─── Listed records ───

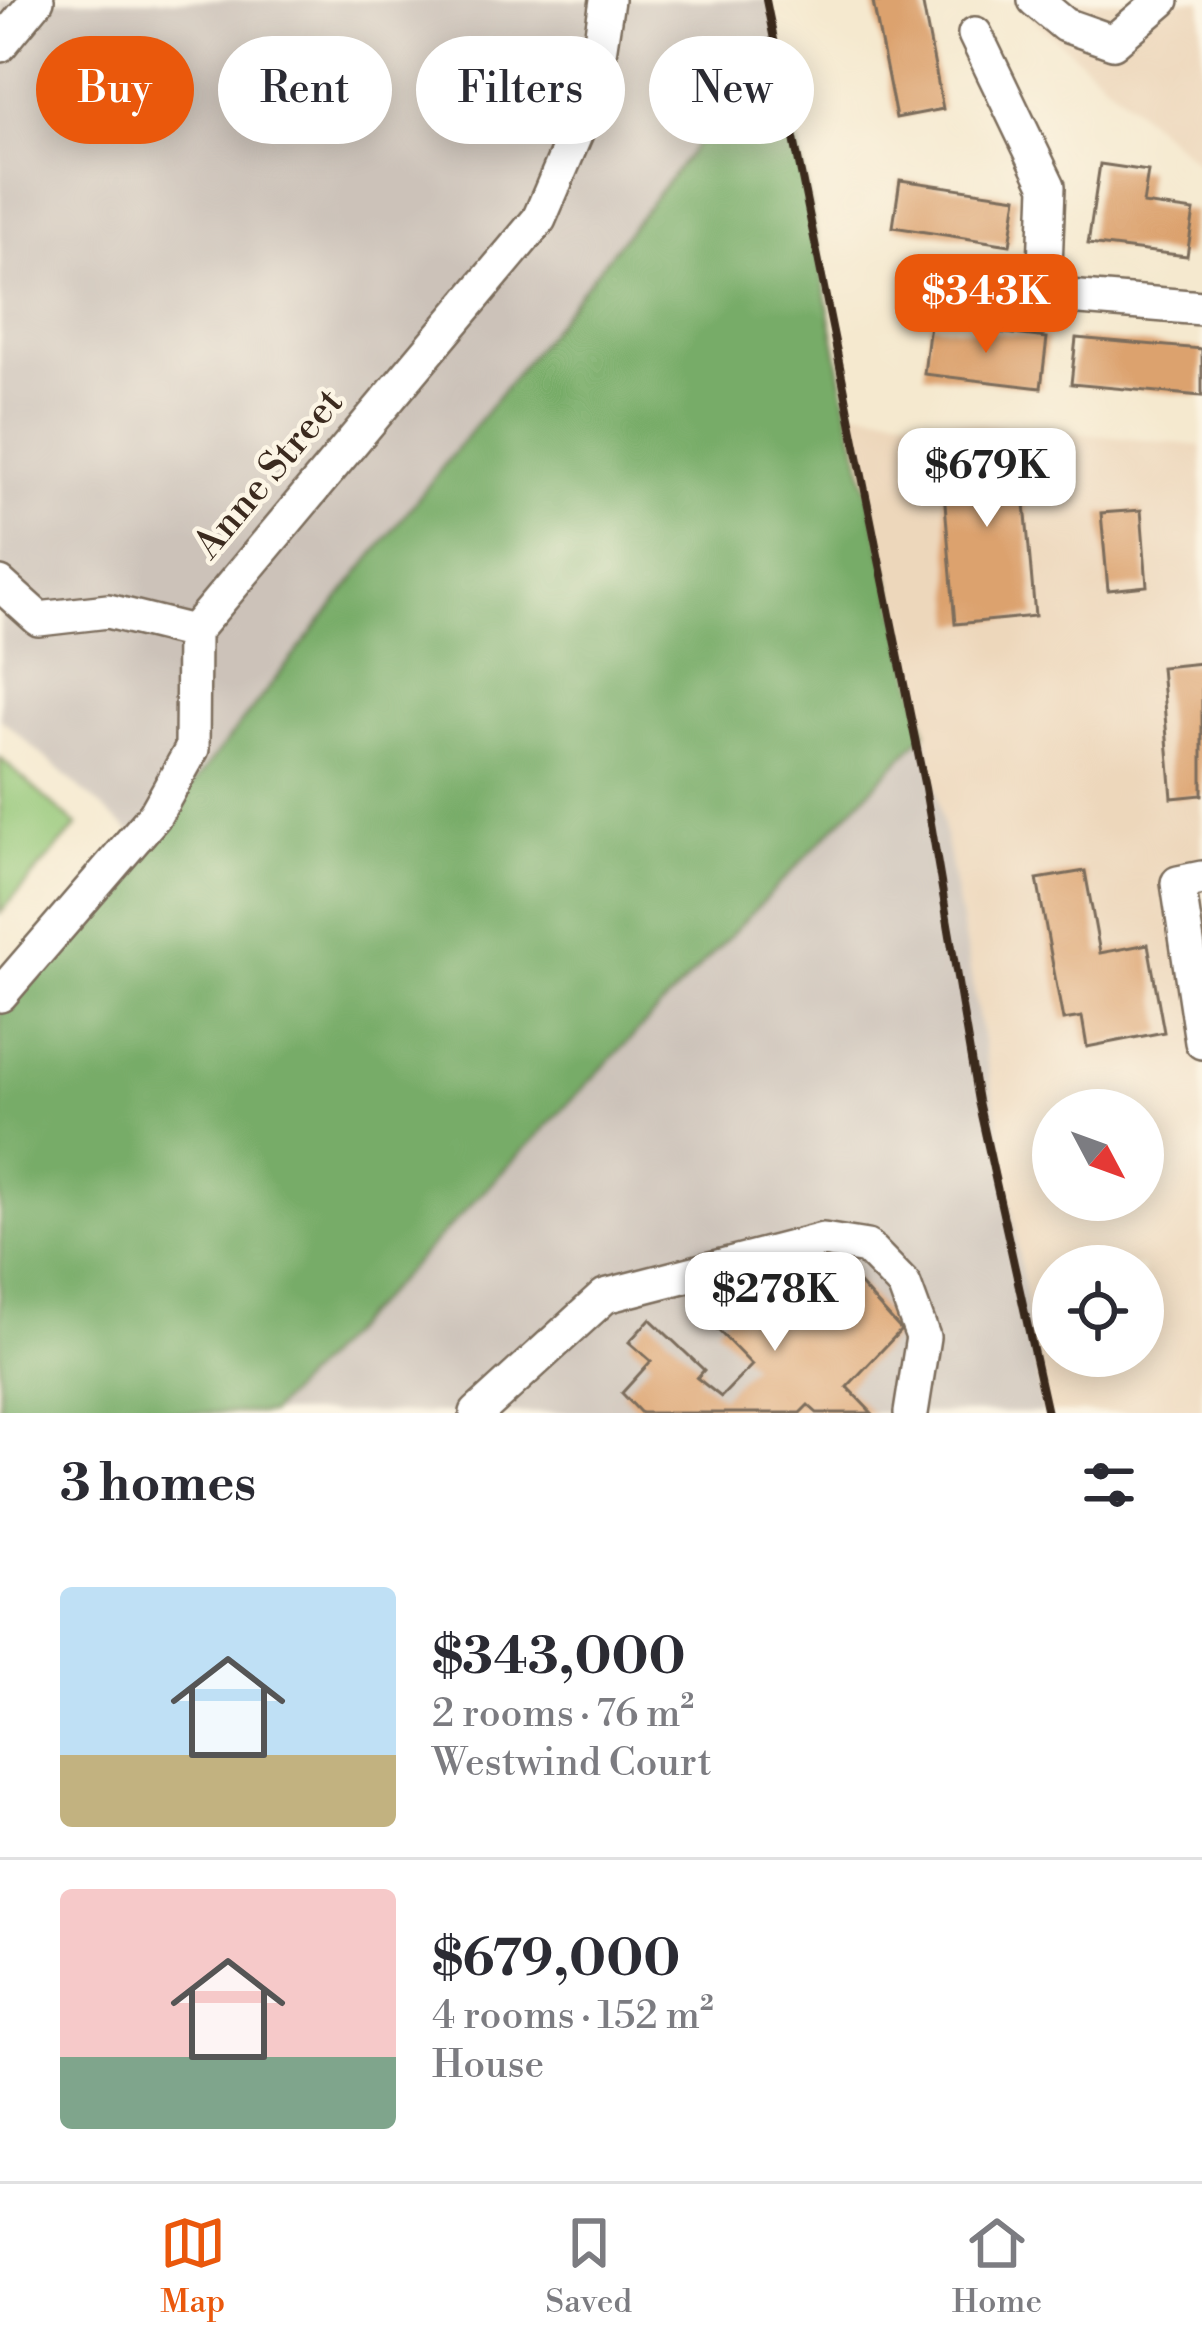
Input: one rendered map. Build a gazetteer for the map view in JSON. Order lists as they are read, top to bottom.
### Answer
{
  "streets": {
    "street": ["Anne Street"]
  },
  "north": "bottom right",
  "page": {
    "chip": [
      "Buy",
      "Rent",
      "Filters",
      "New"
    ],
    "price": ["$343K", "$679K", "$278K"],
    "heading": "3 homes",
    "list": [
      {
        "name": "$343,000",
        "note": "2 rooms · 76 m² · Westwind Court"
      },
      {
        "name": "$679,000",
        "note": "4 rooms · 152 m² · House"
      }
    ],
    "tabs": ["Map", "Saved", "Home"]
  }
}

───

• _Activity_: All records above should be duplicated exactly, with the pictures omitted.

• _Answer box_:
Input: one rendered map. Build a gazetteer for the map view in JSON. Order lists as they are read, top to bottom.
### Answer
{
  "streets": {
    "street": ["Anne Street"]
  },
  "north": "bottom right",
  "page": {
    "chip": [
      "Buy",
      "Rent",
      "Filters",
      "New"
    ],
    "price": ["$343K", "$679K", "$278K"],
    "heading": "3 homes",
    "list": [
      {
        "name": "$343,000",
        "note": "2 rooms · 76 m² · Westwind Court"
      },
      {
        "name": "$679,000",
        "note": "4 rooms · 152 m² · House"
      }
    ],
    "tabs": ["Map", "Saved", "Home"]
  }
}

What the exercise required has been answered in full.